Colonel Armytage said this with a note of pride in his voice, which an American uses when he proclaims he is ruled by his womankind.
They talked together a few minutes, and then Lucy and Colonel Armytage passed on to the cloak-room. When Lucy Armytage was gone the crowded rooms seemed empty to Sir Percy Carlyon. He walked home through the still and quiet streets at midnight and then smoked savagely for an hour before his study fire. No man was ever more surprised, annoyed and chagrined than was Sir Percy Carlyon to find himself bewitched by this captivating, provincial girl, and one amazing thing had happened--she had driven away the image--the hateful image--of Alicia Vernon. Alicia was the only woman who had ever deeply impressed herself upon Sir Percy Carlyon, until he met Lucy Armytage. There was warfare between these two ideals. It seemed to Sir Percy as if Alicia's wantonness had, in a way, cast a shade over all women. If a creature outwardly so modest, so refined, so high-bred, could be at heart a wanton, how could he ever believe in the purity of any woman's heart and mind?
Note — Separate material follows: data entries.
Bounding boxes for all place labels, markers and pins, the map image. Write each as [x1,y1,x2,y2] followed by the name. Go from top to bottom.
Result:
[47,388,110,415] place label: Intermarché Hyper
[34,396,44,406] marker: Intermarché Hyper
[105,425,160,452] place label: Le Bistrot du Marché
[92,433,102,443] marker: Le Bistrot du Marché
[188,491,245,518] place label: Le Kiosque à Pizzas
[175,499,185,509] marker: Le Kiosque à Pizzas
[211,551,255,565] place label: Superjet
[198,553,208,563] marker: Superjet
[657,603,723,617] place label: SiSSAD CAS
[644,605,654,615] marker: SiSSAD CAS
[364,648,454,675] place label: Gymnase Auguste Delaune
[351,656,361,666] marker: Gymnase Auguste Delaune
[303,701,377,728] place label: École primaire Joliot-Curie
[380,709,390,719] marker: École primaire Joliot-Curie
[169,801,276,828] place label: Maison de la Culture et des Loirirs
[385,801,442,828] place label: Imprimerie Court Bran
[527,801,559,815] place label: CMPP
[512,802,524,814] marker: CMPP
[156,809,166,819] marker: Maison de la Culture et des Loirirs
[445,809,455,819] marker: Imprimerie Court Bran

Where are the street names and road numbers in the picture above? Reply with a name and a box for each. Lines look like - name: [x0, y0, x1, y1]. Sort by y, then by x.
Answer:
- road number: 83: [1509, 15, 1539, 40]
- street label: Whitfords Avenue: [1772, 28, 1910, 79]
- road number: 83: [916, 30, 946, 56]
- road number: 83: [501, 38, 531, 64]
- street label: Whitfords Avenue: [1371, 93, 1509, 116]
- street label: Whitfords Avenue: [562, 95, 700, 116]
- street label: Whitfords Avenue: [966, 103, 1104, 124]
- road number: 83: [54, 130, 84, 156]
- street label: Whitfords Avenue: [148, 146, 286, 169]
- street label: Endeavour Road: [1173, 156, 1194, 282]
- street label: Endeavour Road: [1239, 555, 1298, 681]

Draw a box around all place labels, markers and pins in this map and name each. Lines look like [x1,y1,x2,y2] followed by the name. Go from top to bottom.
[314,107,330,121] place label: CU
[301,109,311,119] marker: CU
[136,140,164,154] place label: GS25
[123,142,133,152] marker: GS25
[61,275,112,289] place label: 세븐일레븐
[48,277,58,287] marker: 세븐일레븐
He dallied with the false suggestion that, if a woman were dull, she might be good, but if she were clever, her mind might range afar into the forbidden paths. Lucy Armytage, however, from the moment he met her, seemed to restore his shattered ideal of women. He had not reasoned, and could not reason, upon this, but he felt deeply the strong, unconscious and unacknowledged influence of this girl.
Sir Percy, sitting before his fire, repeated to himself that, in spite of Lucy's charm, there was every conceivable reason why he should not seek to marry her. She was an American to begin with, she had never seen a European capital, she was not a linguist, and her only accomplishment, as far as he had seen, was that of dancing, which was scarcely what an Ambassadress, as his wife would become, would find the most useful accomplishment in the world. He was a poor man for his position, and there was no indication that Lucy had a fortune. Then it suddenly occurred to him that, even if he gave rein to his passion, Lucy might scorn him. She had not been trained to appreciate what he had to offer, and she might classify him with Stanley and the other youngsters whom he had seen dancing attendance upon her.
He called himself an ass, and then, his cigar being out, he lay back in his chair and fell into a delicious reverie. Supposing that Lucy might marry him, what charming, piquant beauty was hers; what insinuating grace; with what naïveté did she admit her imperfections! How unerringly did she divine the best way of making herself acceptable, and how singularly and completely did she possess that art of arts--the art of pleasing! Soon his reverie merged into a soft dream. He was with Lucy Armytage in the winter twilight and they were walking together through the cold, bare, winter woods, and Lucy's slim hand was in his and her eyes were downcast. He awoke suddenly and found his fire out and the clock striking one, and he marched off to bed swearing at himself for his folly and determining that the time had come when he must put Lucy absolutely out of his mind.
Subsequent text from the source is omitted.